Collected data entries:

"""

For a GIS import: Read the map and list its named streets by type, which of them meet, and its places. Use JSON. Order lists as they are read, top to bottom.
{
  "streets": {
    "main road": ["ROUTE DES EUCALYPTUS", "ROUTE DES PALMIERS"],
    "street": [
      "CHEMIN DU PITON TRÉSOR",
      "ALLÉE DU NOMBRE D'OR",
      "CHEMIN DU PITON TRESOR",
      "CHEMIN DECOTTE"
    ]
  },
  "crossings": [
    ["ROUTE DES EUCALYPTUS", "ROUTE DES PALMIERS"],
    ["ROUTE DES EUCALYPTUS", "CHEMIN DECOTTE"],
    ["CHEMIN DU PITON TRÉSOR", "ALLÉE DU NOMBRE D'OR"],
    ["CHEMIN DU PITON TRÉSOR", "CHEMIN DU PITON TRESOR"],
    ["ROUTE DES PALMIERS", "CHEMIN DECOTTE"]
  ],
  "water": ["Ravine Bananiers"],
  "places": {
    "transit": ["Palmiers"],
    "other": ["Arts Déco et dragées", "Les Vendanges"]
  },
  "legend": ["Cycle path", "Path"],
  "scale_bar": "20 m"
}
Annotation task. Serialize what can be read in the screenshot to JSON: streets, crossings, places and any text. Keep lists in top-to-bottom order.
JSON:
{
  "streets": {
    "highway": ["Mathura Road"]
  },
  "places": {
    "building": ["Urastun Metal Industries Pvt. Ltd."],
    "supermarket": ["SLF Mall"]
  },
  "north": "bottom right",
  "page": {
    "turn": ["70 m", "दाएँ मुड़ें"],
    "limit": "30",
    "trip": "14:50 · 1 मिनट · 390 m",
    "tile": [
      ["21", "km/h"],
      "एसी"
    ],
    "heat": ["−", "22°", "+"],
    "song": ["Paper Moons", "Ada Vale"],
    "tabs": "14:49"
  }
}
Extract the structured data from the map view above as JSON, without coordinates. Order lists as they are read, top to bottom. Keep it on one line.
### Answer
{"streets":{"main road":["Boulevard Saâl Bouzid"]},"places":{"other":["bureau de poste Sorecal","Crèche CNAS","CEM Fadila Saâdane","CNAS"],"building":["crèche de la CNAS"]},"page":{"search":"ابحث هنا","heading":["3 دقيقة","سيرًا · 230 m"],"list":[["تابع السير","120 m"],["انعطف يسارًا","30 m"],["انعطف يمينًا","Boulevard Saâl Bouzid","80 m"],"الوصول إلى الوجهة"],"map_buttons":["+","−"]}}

"""

## Your goal
The records above are to be restated word for word, in full.

## Expected output
For a GIS import: Read the map and list its named streets by type, which of them meet, and its places. Use JSON. Order lists as they are read, top to bottom.
{
  "streets": {
    "main road": ["ROUTE DES EUCALYPTUS", "ROUTE DES PALMIERS"],
    "street": [
      "CHEMIN DU PITON TRÉSOR",
      "ALLÉE DU NOMBRE D'OR",
      "CHEMIN DU PITON TRESOR",
      "CHEMIN DECOTTE"
    ]
  },
  "crossings": [
    ["ROUTE DES EUCALYPTUS", "ROUTE DES PALMIERS"],
    ["ROUTE DES EUCALYPTUS", "CHEMIN DECOTTE"],
    ["CHEMIN DU PITON TRÉSOR", "ALLÉE DU NOMBRE D'OR"],
    ["CHEMIN DU PITON TRÉSOR", "CHEMIN DU PITON TRESOR"],
    ["ROUTE DES PALMIERS", "CHEMIN DECOTTE"]
  ],
  "water": ["Ravine Bananiers"],
  "places": {
    "transit": ["Palmiers"],
    "other": ["Arts Déco et dragées", "Les Vendanges"]
  },
  "legend": ["Cycle path", "Path"],
  "scale_bar": "20 m"
}
Annotation task. Serialize what can be read in the screenshot to JSON: streets, crossings, places and any text. Keep lists in top-to-bottom order.
JSON:
{
  "streets": {
    "highway": ["Mathura Road"]
  },
  "places": {
    "building": ["Urastun Metal Industries Pvt. Ltd."],
    "supermarket": ["SLF Mall"]
  },
  "north": "bottom right",
  "page": {
    "turn": ["70 m", "दाएँ मुड़ें"],
    "limit": "30",
    "trip": "14:50 · 1 मिनट · 390 m",
    "tile": [
      ["21", "km/h"],
      "एसी"
    ],
    "heat": ["−", "22°", "+"],
    "song": ["Paper Moons", "Ada Vale"],
    "tabs": "14:49"
  }
}
Extract the structured data from the map view above as JSON, without coordinates. Order lists as they are read, top to bottom. Keep it on one line.
### Answer
{"streets":{"main road":["Boulevard Saâl Bouzid"]},"places":{"other":["bureau de poste Sorecal","Crèche CNAS","CEM Fadila Saâdane","CNAS"],"building":["crèche de la CNAS"]},"page":{"search":"ابحث هنا","heading":["3 دقيقة","سيرًا · 230 m"],"list":[["تابع السير","120 m"],["انعطف يسارًا","30 m"],["انعطف يمينًا","Boulevard Saâl Bouzid","80 m"],"الوصول إلى الوجهة"],"map_buttons":["+","−"]}}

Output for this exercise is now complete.